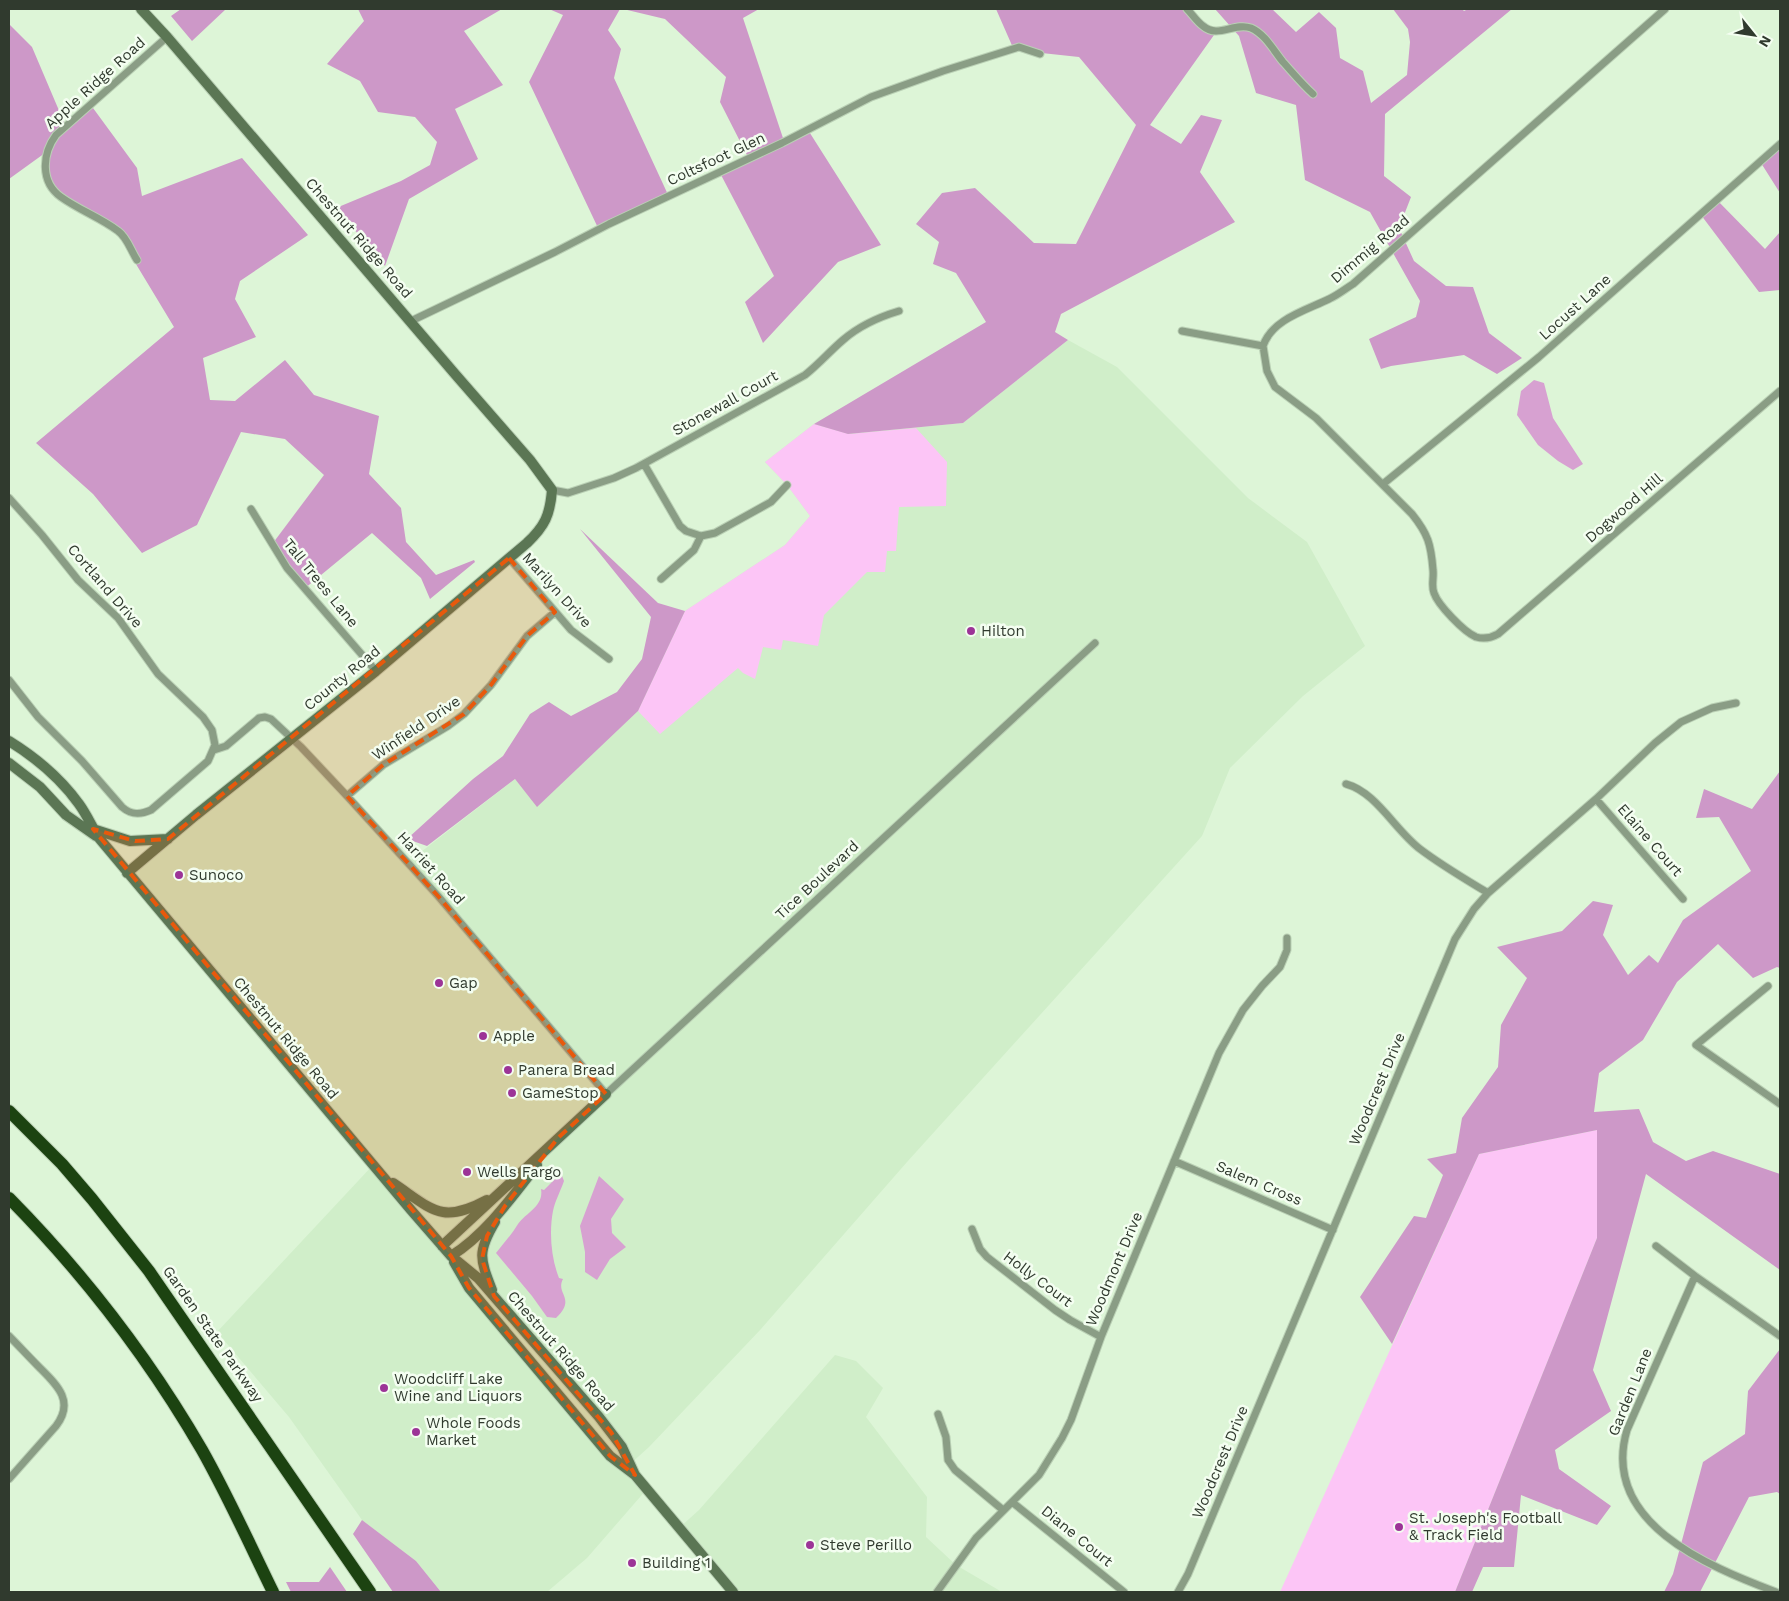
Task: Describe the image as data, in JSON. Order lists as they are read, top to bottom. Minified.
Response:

--

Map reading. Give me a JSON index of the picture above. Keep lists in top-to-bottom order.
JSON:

DIRECTIONS FOR THIS TASK
Which lines in the data above hold the string "lists"? Return each of them.

ANSWER TO THIS PROBLEM
Task: Describe the image as data, in JSON. Order lists as they are read, top to bottom. Minified.
Map reading. Give me a JSON index of the picture above. Keep lists in top-to-bottom order.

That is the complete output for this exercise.